▶ **WHAT THIS TASK INVOLVES**
Copy each line from the entries that the word "canvas" appears in.

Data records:

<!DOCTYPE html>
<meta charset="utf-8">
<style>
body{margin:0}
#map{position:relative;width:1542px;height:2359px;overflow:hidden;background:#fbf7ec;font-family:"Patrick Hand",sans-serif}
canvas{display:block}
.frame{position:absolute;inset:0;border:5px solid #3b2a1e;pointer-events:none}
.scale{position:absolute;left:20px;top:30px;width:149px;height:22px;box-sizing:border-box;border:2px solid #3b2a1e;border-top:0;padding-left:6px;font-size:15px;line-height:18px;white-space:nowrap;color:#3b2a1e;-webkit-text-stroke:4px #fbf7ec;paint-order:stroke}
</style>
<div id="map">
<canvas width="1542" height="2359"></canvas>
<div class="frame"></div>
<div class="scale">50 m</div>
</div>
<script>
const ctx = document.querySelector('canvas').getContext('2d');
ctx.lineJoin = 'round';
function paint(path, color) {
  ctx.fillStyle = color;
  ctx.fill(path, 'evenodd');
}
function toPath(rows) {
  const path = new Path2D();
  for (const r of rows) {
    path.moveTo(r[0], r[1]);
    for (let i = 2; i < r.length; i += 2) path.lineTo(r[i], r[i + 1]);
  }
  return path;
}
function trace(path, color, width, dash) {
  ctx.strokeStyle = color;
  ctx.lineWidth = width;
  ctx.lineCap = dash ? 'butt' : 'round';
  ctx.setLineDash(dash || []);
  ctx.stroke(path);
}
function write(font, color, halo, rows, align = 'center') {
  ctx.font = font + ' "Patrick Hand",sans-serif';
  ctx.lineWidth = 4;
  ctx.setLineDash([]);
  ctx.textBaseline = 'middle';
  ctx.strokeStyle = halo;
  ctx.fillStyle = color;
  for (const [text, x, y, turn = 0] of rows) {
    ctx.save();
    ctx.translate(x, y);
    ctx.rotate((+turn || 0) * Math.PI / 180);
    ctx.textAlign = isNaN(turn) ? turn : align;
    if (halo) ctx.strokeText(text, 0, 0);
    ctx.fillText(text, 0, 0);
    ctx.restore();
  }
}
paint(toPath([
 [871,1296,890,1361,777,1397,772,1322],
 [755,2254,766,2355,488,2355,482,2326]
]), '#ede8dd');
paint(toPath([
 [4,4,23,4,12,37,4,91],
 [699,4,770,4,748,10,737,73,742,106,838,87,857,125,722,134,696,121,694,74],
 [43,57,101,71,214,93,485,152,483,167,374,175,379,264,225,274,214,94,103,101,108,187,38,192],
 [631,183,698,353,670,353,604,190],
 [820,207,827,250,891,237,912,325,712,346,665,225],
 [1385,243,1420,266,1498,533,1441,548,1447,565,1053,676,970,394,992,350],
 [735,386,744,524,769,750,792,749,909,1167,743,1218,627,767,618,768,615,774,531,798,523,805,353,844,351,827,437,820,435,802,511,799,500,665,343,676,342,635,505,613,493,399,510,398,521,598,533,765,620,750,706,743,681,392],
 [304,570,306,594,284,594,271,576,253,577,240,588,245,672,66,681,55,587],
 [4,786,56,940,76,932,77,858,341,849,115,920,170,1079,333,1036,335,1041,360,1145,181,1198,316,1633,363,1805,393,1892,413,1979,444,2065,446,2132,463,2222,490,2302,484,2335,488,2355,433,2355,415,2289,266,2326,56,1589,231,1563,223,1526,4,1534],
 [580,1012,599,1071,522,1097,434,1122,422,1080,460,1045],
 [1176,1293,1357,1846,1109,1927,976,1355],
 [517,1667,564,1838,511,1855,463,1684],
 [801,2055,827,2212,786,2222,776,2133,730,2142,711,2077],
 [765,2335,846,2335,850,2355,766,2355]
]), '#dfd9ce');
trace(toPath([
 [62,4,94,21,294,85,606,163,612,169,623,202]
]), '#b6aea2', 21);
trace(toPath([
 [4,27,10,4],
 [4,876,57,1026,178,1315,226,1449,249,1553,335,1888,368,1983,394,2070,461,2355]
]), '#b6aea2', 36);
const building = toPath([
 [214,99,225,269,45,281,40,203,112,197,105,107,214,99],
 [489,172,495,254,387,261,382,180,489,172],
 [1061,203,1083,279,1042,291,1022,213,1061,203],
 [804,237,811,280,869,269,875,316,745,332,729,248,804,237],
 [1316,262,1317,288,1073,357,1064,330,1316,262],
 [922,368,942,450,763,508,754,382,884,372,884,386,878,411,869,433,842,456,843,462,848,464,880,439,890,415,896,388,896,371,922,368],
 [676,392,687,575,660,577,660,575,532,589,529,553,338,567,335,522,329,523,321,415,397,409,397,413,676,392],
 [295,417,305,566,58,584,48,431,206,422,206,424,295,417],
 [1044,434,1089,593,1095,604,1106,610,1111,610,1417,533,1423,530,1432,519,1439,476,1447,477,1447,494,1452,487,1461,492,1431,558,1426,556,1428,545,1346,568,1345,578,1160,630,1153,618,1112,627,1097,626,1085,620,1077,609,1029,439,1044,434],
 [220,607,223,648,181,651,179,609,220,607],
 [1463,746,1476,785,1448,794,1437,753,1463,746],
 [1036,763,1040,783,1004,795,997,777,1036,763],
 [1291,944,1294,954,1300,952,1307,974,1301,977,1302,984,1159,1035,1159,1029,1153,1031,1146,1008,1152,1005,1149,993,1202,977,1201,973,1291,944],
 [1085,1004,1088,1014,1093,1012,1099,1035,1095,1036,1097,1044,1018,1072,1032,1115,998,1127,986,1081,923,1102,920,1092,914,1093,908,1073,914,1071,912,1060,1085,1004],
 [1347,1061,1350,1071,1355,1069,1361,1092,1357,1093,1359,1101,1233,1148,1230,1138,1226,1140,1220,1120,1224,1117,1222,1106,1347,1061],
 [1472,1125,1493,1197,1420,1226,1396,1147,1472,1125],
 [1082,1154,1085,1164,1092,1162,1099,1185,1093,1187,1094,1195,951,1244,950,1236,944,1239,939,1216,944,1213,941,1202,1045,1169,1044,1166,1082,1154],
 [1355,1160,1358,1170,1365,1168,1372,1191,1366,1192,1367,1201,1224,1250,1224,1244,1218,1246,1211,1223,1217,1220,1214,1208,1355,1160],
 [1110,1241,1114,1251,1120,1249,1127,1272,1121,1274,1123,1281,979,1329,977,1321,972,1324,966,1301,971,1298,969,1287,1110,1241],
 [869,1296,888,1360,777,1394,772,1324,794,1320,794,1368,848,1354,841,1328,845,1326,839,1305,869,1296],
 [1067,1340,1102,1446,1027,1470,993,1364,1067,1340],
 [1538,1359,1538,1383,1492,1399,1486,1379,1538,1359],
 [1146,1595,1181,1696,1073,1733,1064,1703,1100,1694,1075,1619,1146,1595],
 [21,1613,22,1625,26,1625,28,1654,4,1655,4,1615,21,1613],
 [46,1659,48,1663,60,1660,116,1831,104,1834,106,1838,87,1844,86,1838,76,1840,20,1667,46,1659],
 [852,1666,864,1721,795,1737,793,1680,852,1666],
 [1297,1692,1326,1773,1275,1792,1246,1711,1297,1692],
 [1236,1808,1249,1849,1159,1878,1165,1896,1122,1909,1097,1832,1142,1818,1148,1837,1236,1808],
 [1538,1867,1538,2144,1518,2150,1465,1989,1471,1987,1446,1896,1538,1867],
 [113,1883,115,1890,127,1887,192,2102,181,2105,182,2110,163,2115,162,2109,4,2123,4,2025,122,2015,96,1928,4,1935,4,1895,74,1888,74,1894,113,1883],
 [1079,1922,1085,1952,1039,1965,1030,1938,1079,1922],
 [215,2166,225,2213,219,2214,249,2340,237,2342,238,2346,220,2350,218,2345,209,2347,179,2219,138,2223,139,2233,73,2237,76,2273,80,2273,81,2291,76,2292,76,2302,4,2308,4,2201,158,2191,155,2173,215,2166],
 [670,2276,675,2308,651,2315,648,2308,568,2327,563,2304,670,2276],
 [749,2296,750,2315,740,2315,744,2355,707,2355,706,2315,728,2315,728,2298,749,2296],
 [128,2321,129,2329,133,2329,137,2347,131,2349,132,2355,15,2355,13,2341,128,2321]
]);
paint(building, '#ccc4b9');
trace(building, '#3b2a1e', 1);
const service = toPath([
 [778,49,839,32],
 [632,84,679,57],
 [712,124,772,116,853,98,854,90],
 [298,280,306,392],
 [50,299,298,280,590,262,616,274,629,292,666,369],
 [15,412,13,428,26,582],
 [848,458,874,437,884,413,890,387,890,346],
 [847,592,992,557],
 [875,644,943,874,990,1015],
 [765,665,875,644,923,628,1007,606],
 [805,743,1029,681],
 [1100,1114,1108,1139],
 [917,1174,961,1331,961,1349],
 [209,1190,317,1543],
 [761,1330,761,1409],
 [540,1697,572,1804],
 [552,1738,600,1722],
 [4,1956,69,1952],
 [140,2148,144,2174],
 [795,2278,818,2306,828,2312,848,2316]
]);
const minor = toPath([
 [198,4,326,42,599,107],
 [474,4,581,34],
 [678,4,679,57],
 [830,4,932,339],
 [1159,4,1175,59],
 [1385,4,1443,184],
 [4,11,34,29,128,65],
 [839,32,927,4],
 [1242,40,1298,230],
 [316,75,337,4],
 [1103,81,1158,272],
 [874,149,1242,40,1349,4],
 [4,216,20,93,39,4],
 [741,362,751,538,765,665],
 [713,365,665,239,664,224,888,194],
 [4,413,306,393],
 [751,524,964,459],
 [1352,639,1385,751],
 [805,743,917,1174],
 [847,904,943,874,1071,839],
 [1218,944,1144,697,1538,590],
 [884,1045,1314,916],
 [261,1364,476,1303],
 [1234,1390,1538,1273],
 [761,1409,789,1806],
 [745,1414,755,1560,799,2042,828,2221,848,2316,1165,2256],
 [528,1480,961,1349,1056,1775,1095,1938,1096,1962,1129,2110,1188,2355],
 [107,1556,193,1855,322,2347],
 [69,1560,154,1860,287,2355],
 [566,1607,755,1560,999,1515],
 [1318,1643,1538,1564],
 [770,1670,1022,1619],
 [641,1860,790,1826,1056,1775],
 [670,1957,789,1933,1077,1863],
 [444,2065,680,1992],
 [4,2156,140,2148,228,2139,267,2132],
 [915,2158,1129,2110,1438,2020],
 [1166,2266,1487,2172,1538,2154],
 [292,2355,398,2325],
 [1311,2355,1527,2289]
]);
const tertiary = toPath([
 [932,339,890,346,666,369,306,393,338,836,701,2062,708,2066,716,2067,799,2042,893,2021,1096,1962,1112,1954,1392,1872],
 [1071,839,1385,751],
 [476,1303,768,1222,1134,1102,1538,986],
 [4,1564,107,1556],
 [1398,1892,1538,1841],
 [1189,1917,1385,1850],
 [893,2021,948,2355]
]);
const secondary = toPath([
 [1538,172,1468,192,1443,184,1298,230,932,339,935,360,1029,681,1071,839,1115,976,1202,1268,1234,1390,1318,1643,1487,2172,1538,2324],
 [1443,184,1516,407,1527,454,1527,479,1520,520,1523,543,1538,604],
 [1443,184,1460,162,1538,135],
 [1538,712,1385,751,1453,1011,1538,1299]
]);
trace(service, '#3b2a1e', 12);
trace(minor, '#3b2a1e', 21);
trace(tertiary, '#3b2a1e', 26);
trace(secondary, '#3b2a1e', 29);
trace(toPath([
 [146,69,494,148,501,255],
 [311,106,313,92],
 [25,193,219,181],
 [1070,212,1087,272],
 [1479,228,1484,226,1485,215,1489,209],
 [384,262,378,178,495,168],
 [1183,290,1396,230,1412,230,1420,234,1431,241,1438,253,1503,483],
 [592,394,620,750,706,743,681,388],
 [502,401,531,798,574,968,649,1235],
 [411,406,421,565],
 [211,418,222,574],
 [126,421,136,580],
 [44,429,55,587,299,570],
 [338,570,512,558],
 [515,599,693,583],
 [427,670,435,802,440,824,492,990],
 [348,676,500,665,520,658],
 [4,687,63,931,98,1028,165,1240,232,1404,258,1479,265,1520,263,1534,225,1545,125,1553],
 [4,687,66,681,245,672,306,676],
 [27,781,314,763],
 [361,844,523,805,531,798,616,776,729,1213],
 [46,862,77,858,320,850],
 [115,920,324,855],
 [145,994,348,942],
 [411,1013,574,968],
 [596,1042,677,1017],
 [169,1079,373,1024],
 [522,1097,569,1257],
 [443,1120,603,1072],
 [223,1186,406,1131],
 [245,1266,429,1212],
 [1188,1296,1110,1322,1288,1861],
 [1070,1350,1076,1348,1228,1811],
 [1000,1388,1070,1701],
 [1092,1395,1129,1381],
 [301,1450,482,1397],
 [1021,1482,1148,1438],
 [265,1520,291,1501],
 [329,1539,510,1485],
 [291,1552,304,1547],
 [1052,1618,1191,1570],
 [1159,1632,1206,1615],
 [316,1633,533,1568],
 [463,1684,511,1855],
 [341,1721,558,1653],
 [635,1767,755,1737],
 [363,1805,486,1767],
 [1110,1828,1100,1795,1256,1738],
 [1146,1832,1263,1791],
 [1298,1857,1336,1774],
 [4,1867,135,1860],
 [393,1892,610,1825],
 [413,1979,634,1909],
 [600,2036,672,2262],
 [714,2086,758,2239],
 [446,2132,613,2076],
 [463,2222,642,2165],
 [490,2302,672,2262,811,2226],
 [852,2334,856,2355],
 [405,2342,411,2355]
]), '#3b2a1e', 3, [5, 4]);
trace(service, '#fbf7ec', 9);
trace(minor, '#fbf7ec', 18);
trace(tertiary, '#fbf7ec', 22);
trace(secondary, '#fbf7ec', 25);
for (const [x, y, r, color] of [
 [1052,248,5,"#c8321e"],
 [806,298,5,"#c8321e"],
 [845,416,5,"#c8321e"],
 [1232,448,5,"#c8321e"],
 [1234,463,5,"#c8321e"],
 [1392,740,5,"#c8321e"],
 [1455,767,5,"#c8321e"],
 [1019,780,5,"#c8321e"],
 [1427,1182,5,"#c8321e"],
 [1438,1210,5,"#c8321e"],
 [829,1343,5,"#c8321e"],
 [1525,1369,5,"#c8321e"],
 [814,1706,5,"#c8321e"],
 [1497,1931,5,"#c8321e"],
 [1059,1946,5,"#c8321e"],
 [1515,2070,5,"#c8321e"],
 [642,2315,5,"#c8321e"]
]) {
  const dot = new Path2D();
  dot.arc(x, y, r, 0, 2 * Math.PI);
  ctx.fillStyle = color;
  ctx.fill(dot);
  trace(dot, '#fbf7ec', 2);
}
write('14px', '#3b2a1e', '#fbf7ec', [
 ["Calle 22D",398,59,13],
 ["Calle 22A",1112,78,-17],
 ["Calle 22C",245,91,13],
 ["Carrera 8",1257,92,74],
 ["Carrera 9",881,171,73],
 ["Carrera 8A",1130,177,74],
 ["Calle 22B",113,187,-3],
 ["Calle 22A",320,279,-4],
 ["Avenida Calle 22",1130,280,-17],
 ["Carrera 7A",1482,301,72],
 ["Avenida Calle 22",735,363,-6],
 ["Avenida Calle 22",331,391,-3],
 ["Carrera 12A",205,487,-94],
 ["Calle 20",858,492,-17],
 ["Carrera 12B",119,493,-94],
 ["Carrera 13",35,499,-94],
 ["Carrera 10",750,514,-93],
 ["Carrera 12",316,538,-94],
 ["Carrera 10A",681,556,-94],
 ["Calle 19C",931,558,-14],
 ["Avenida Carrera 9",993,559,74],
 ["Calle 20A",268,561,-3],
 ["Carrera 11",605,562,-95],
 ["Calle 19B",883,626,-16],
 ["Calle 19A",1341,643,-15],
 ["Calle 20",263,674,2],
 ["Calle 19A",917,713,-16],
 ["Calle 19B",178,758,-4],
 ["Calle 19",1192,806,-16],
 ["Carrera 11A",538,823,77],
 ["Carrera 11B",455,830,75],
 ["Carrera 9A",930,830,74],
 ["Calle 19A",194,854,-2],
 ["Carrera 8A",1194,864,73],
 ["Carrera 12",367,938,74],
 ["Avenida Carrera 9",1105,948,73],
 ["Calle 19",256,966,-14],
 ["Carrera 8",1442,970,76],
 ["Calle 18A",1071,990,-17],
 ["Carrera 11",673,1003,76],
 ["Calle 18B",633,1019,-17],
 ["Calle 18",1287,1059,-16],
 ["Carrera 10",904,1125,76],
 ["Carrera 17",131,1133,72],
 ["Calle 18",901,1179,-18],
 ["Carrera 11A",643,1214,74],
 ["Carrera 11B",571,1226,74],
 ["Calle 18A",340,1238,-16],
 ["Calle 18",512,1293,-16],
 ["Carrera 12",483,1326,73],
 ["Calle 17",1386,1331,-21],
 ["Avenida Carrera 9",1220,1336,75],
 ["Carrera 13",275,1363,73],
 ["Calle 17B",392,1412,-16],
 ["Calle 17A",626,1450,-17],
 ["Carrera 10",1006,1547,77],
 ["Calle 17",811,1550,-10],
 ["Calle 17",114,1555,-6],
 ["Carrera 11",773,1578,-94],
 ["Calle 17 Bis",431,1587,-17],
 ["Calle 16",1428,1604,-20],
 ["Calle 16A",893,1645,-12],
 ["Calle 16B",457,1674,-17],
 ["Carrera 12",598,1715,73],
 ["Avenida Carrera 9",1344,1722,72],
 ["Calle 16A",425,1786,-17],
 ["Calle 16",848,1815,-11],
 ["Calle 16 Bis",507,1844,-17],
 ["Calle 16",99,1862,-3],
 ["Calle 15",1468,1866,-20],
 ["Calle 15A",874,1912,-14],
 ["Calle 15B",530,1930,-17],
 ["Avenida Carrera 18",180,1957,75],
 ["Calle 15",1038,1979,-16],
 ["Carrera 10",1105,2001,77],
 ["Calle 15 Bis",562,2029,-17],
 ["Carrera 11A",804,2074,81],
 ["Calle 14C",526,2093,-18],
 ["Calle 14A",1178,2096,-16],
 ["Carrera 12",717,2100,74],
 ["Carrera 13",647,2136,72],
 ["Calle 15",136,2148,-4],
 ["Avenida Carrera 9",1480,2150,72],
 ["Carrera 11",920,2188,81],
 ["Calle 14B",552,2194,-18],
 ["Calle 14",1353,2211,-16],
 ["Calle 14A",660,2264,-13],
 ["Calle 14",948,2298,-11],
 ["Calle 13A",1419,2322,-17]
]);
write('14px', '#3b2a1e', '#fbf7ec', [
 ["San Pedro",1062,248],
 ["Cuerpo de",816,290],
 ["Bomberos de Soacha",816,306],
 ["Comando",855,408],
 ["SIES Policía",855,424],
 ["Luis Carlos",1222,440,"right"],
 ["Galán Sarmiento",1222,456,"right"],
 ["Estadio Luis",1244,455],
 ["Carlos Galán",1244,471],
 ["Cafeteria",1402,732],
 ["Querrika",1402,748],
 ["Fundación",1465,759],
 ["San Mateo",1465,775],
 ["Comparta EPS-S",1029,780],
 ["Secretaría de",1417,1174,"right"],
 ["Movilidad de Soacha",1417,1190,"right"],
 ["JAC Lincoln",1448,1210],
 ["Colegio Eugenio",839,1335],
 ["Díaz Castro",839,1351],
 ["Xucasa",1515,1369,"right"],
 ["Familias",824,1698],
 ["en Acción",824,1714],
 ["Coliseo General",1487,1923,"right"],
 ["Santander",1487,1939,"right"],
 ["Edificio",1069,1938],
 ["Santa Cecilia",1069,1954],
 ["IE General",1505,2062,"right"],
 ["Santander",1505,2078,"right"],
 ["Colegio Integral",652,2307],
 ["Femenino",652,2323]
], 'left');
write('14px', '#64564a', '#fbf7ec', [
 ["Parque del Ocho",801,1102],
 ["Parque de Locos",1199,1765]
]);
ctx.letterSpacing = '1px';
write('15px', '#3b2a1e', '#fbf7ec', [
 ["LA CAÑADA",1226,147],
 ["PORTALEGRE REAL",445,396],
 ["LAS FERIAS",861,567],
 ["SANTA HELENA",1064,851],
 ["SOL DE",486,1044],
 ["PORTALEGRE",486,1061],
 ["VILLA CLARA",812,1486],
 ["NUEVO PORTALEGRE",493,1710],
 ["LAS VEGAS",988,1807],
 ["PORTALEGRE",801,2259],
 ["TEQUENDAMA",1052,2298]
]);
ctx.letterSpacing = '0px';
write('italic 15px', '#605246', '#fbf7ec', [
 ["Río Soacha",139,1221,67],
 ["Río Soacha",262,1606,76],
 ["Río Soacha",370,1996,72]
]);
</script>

▶ **EXPECTED ANSWER**
canvas{display:block}
<canvas width="1542" height="2359"></canvas>
const ctx = document.querySelector('canvas').getContext('2d');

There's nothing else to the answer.